2. I think the answer is "whatever you personally want it to be" It's an IMO thing. There is really no right or wrong answer to that question. The question is, however, phrased wrong... it should be "Do you want a man to be the head of your household." My personal answer would be no. If I decide that I want a life partner... male or female... then I would want one who would share power. I am a free spirited woman and cannot be tied down in a gender role that is opposite of who I am.
3. I don't like the phrase "head of the household" at all. I think it implies that one person has more value than another. And it should be noted... that a person who won't let you make decisions is controlling and (unless you are a masochist and get off on being dominated) then you are in a very unhealthy relationship.
No, and not just because I'm the one who pays the bills in my household. No, because when in a relationship, things should be equal. Decisions should be discussed and both individual's input should be fully considered. Otherwise, what is the point?
Saying things should be equal is one thing, how to break a tie is another. This has to be worked out. Of course tossing a coin, inviting a third party to listen to arguments on both sides and make the decision, or simply agreeing to do nothing (not always possible) if the tie can't be broken, are approaches.
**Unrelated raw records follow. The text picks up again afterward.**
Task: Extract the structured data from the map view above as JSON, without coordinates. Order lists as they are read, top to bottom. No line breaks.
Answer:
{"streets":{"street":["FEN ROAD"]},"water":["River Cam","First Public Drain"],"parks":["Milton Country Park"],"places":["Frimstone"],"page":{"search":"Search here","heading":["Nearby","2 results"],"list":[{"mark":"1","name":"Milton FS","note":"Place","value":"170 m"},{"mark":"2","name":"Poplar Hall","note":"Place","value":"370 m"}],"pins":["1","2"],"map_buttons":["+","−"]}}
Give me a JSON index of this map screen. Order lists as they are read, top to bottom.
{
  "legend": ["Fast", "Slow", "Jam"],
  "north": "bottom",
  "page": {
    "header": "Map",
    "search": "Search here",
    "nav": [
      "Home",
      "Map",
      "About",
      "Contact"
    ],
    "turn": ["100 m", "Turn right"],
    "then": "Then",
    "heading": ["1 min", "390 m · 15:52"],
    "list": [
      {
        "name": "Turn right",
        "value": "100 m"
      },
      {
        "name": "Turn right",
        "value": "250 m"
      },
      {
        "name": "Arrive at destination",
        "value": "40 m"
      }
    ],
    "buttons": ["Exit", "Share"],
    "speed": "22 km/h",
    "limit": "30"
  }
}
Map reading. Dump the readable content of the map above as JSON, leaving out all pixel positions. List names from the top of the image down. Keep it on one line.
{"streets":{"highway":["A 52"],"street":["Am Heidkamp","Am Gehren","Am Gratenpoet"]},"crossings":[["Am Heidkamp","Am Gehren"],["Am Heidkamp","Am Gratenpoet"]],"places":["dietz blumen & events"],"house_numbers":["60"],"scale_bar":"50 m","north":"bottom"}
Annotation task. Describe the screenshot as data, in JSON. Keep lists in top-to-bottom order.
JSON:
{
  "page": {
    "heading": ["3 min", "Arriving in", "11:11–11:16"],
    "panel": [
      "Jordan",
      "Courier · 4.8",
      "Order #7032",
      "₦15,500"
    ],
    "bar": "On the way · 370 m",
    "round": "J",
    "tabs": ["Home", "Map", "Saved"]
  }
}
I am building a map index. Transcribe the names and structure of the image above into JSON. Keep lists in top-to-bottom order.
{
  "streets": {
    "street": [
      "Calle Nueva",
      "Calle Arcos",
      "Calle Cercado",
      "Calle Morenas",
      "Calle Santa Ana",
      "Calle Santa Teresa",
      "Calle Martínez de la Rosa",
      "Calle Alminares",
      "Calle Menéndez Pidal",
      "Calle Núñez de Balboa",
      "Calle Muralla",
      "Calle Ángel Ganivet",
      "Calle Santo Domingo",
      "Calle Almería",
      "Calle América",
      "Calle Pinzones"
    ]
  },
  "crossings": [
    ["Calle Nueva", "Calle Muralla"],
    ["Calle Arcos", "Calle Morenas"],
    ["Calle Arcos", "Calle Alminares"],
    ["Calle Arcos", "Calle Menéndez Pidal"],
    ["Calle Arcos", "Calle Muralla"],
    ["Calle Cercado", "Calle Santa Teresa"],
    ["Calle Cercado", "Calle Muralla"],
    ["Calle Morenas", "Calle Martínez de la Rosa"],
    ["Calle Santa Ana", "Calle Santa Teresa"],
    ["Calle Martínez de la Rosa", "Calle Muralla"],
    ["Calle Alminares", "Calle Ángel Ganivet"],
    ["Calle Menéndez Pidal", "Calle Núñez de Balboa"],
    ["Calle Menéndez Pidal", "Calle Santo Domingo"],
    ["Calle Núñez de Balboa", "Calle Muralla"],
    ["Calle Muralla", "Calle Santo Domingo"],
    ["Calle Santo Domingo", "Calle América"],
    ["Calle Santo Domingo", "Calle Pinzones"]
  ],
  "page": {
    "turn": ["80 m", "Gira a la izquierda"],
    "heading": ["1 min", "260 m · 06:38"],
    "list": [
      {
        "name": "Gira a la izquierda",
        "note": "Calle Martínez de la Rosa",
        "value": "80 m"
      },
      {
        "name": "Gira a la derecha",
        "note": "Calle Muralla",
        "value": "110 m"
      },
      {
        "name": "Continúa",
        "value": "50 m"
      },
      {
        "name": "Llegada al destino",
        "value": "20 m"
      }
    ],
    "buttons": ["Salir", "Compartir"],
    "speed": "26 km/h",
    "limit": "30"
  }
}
As one of the women here has pointed out, females sometimes prefer to demure to their male partner, and some men prefer to do the same, though I suspect it's more often the female partly due to wanting to be traditional and partly due to a subconscious tendency to submissiveness. True, in the world of BDSM, most dominants are women (dominas, dominatrixes) by a ratio of perhaps at least 4 to 1 (and possibly as much as 10 to 1), but that means little because, for most of the male slaves, it is sex play and not everyday reality. Indeed, a large proportion of the men who avail themselves of such women are executives, professionals, judges, or other men of high responsibility. It's a way of letting go.